The original "No Purchasing Project" was mostly a success. I didn't buy nearly as much stuff for awhile, and I listened to loads of stuff that I'd bought but not listened to yet.

So, I'm starting again, a new NPP, the NNPP. The terms are: I will reward myself with $1k of purchases if I: 

- manage not to make any purchases for the next 2 months (until March 24th); 
- and then make only minimal purchases until I've: 
- finished listening to my recent purchases;
- listened to the Lumières box and the DHM 50th anniversary box; 
- listened to 225 other hours of music that I've selected, most of which is really famous stuff, some of which I've had a long time and heard often but not for the past 5 months (during which time I was often focused on the NPP and new purchases). 

As some amateur cheerleaders say when they begin a routine: "OK! Let's Go!"


----------



## itywltmt (May 29, 2011)

I know that's a month ahead of schedule, but it sounds to me like you should take a slightly different angle to this - "give up" purchasing music for *lent*...


----------



## science (Oct 14, 2010)

Well, that's an interesting suggestion! I'll think about it. 

It doesn't align my purposes (to help me discipline my purchasing and listen to the music that I already have) as neatly, but it does have that religious element to it, and I like that.


----------



## Sid James (Feb 7, 2009)

i've been doing that kind of thing since start of this year.

originally i wanted to not purchase anything.

but now have decided to still buy the odd cd, or 2 cd set, etc. i've never been into boxed sets, big ones.

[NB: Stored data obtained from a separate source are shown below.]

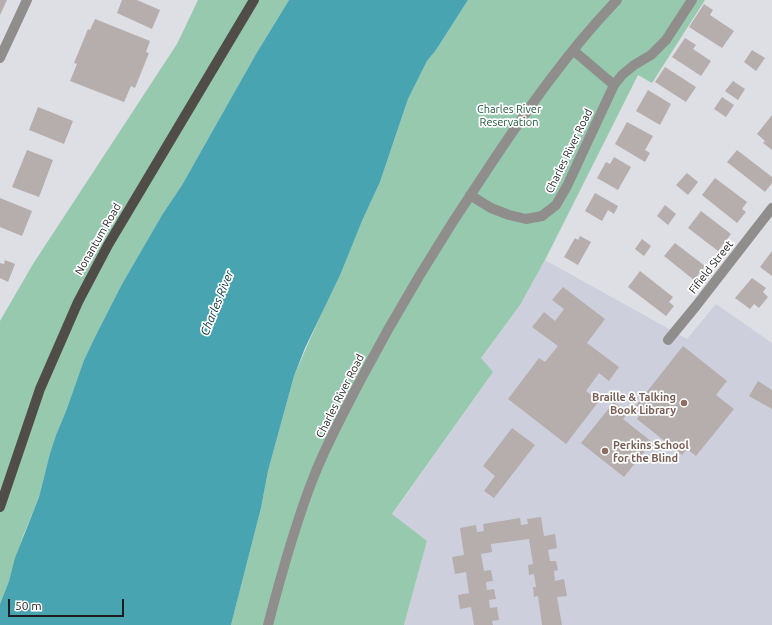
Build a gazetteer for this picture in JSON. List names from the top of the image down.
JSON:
{
  "streets": {
    "main road": ["Nonantum Road"],
    "street": ["Charles River Road", "Fifield Street"]
  },
  "water": ["Charles River"],
  "parks": ["Charles River Reservation"],
  "places": ["Braille & Talking Book Library", "Perkins School for the Blind"],
  "scale_bar": "50 m"
}
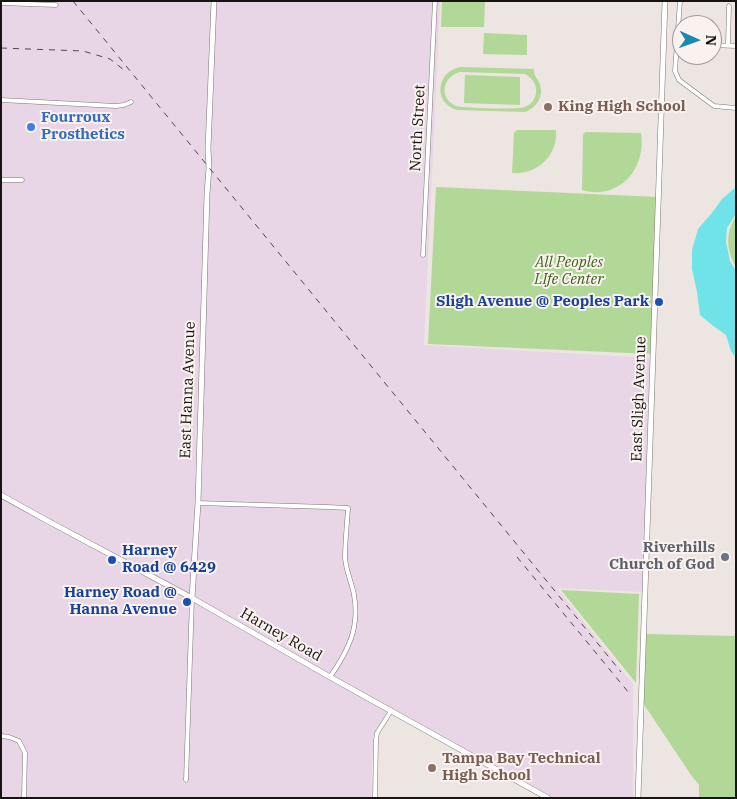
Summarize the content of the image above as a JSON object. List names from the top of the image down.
{
  "streets": {
    "street": [
      "North Street",
      "East Hanna Avenue",
      "East Sligh Avenue",
      "Harney Road"
    ]
  },
  "crossings": [
    ["East Hanna Avenue", "Harney Road"]
  ],
  "parks": ["All Peoples LIfe Center"],
  "places": [
    "King High School",
    "Fourroux Prosthetics",
    "Sligh Avenue @ Peoples Park",
    "Riverhills Church of God",
    "Harney Road @ 6429",
    "Harney Road @ Hanna Avenue",
    "Tampa Bay Technical High School"
  ],
  "north": "right"
}
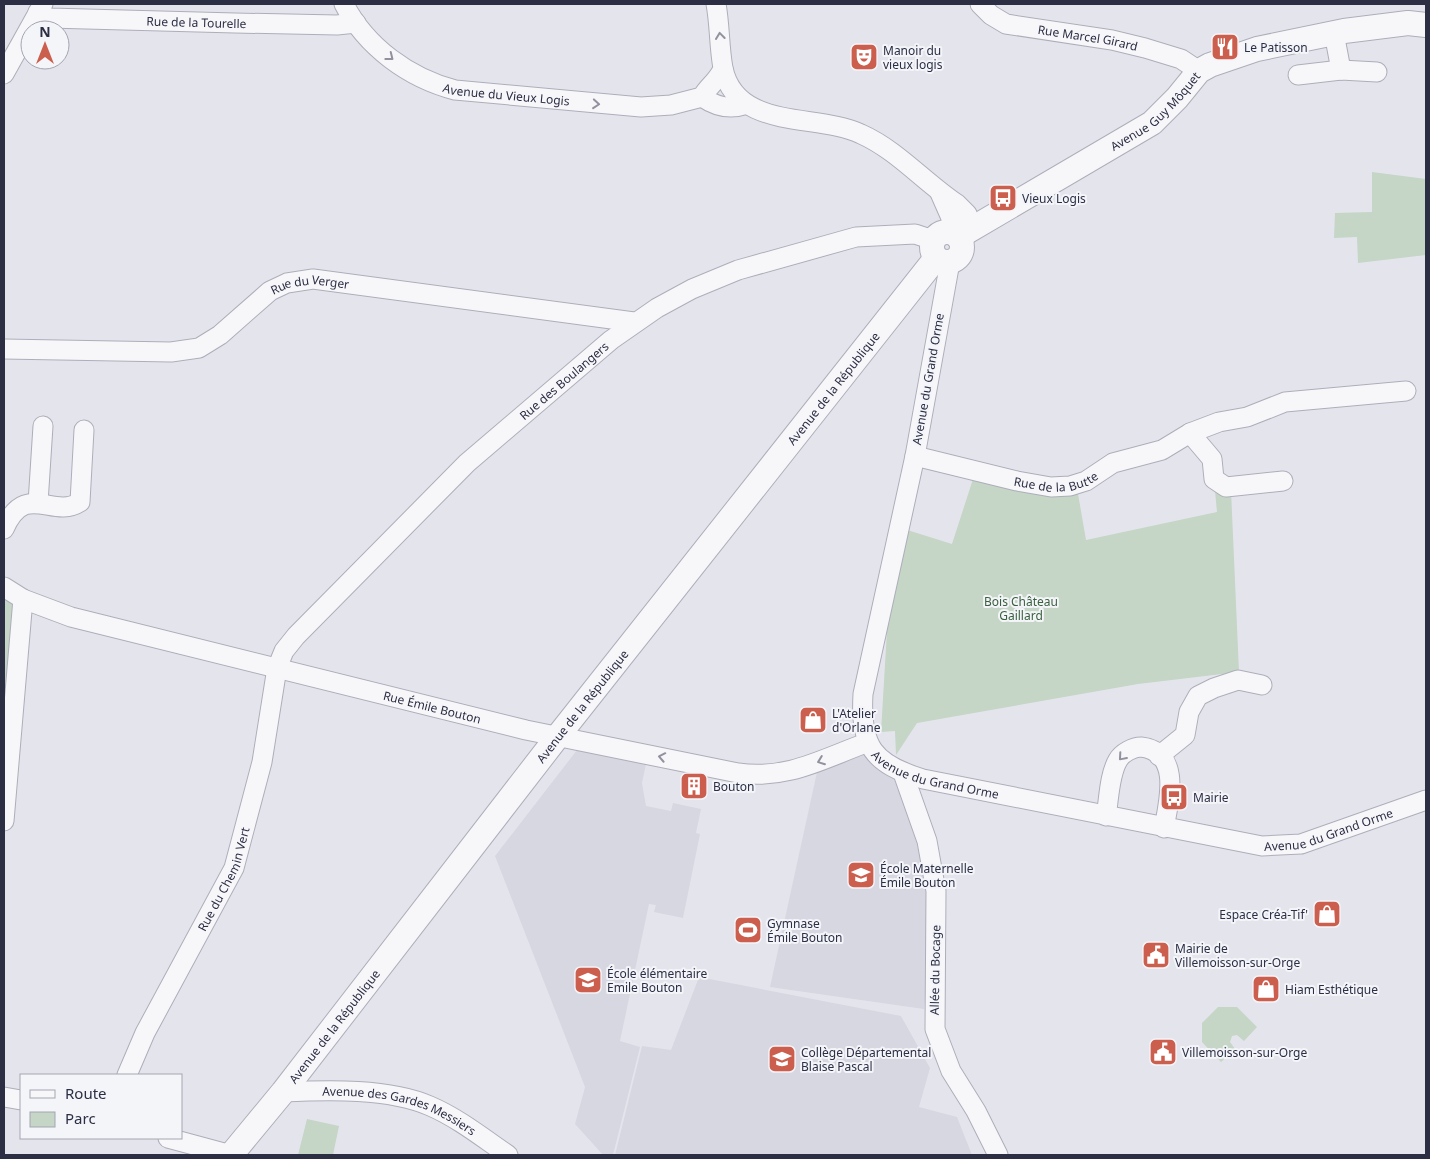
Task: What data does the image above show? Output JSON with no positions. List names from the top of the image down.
{
  "streets": {
    "street": [
      "Rue de la Tourelle",
      "Rue Marcel Girard",
      "Avenue du Vieux Logis",
      "Avenue Guy Môquet",
      "Rue du Verger",
      "Avenue du Grand Orme",
      "Rue des Boulangers",
      "Avenue de la République",
      "Rue de la Butte",
      "Rue Émile Bouton",
      "Rue du Chemin Vert",
      "Allée du Bocage",
      "Avenue des Gardes Messiers"
    ]
  },
  "crossings": [
    ["Rue de la Tourelle", "Avenue du Vieux Logis"],
    ["Rue Marcel Girard", "Avenue Guy Môquet"],
    ["Avenue Guy Môquet", "Avenue du Grand Orme"],
    ["Avenue Guy Môquet", "Rue des Boulangers"],
    ["Avenue Guy Môquet", "Avenue de la République"],
    ["Rue du Verger", "Rue des Boulangers"],
    ["Avenue du Grand Orme", "Rue des Boulangers"],
    ["Avenue du Grand Orme", "Avenue de la République"],
    ["Avenue du Grand Orme", "Rue de la Butte"],
    ["Avenue du Grand Orme", "Rue Émile Bouton"],
    ["Avenue du Grand Orme", "Allée du Bocage"],
    ["Rue des Boulangers", "Avenue de la République"],
    ["Rue des Boulangers", "Rue Émile Bouton"],
    ["Rue des Boulangers", "Rue du Chemin Vert"],
    ["Avenue de la République", "Rue Émile Bouton"],
    ["Avenue de la République", "Avenue des Gardes Messiers"],
    ["Rue Émile Bouton", "Rue du Chemin Vert"]
  ],
  "one_way": ["Avenue du Vieux Logis"],
  "parks": ["Bois Château Gaillard"],
  "places": {
    "restaurant": ["Le Patisson"],
    "theatre": ["Manoir du vieux logis"],
    "bus stop": ["Vieux Logis", "Mairie"],
    "shop": ["L'Atelier d'Orlane", "Espace Créa-Tif'", "Hiam Esthétique"],
    "building": ["Bouton"],
    "school or university": ["École Maternelle Émile Bouton", "École élémentaire Emile Bouton", "Collège Départemental Blaise Pascal"],
    "sports": ["Gymnase Émile Bouton"],
    "public building": ["Mairie de Villemoisson-sur-Orge", "Villemoisson-sur-Orge"]
  },
  "legend": ["Route", "Parc"],
  "north": "top"
}
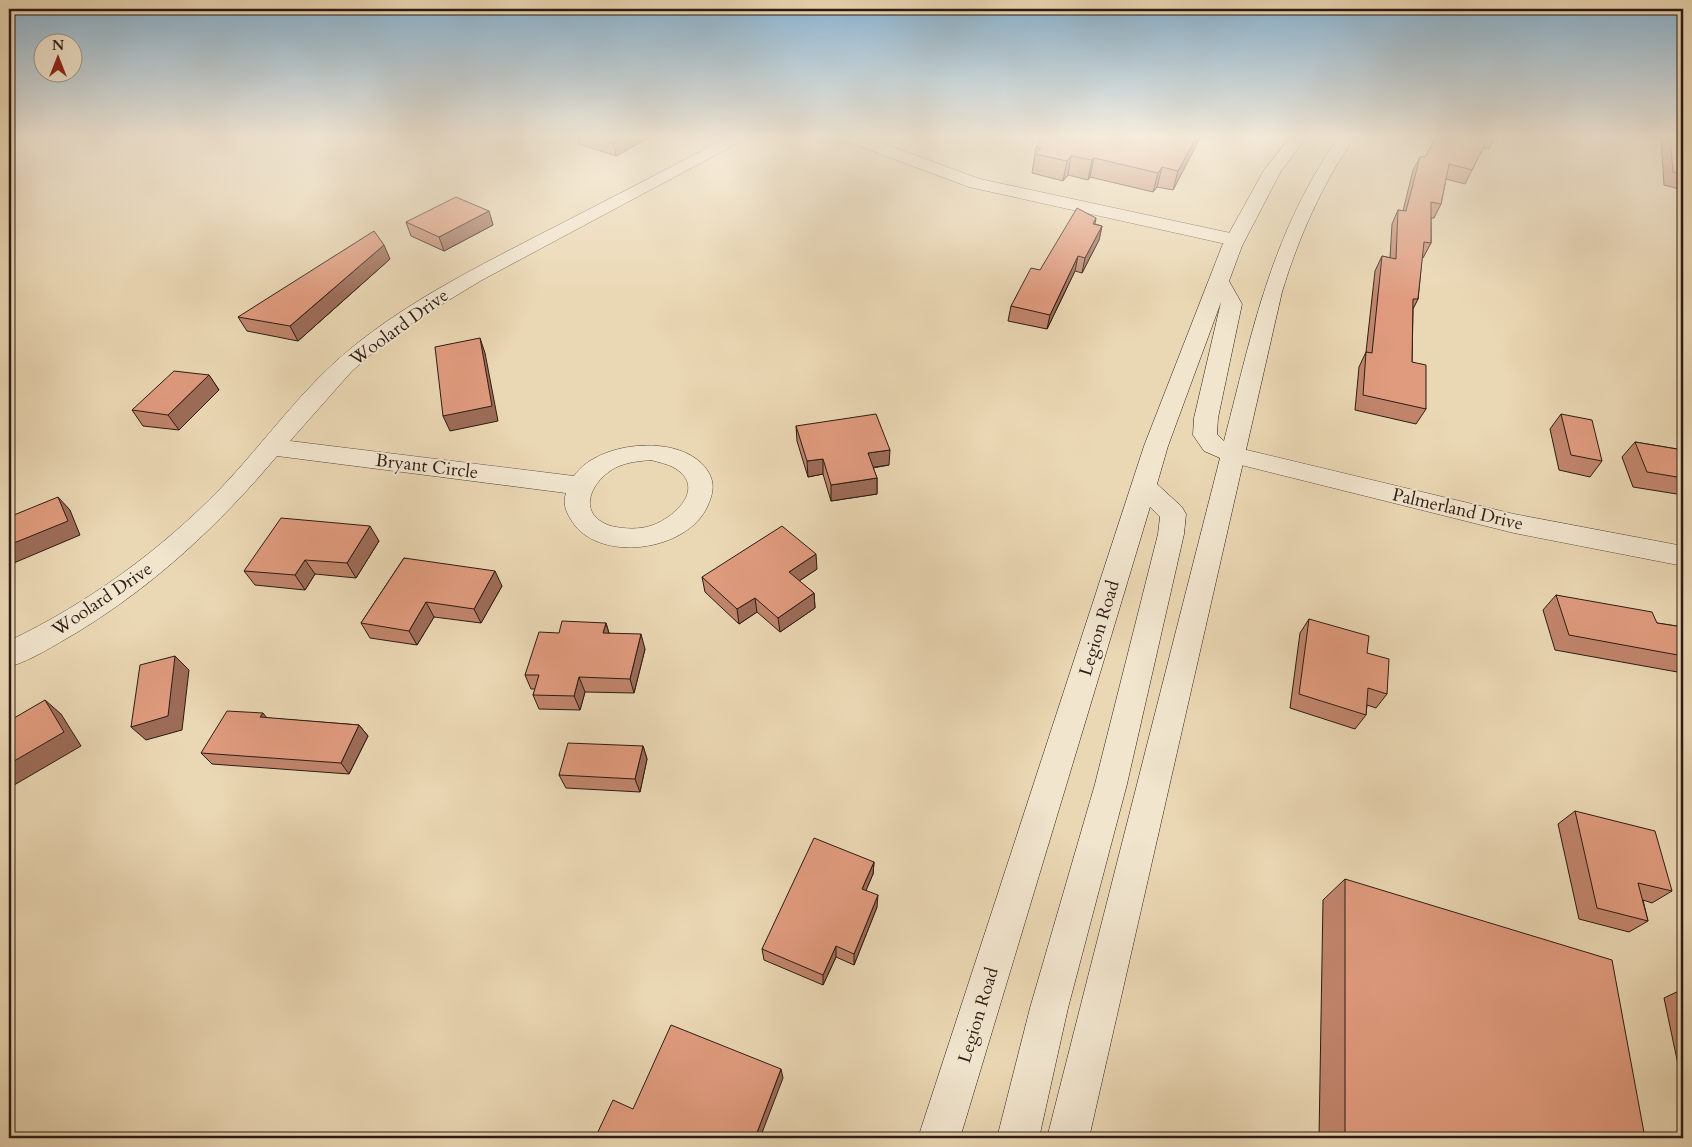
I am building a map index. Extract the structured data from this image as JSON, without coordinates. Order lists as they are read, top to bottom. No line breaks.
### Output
{"streets":{"main road":["Woolard Drive","Bryant Circle","Palmerland Drive","Legion Road"]},"crossings":[["Woolard Drive","Bryant Circle"],["Palmerland Drive","Legion Road"]],"north":"top"}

i am aiming to focus my few purchases on our own australian composers. i can legitimise that in a way as i don't have a huge amount of my own country's music on cd. we have some great talent here in the classical realm and i've only scratched the surface in some ways.

but as for things that are not aussie, i will try not to buy anything for this year.

like you science, i have a backlog of things i bought last year and haven't listened to yet. a good deal are brand new, some are second hand purchases. i have been getting into them, "first listens" for past couple of weeks. it's a matter of headspace as well as time and all that stuff. i don't like to listen to something if i can't give it a good deal of attention, i don't like to use music as background music generally speaking.

well i wish you good on your endeavour and i think it's a good idea, why else would you buy all those cd's if you don't listen to them?...


----------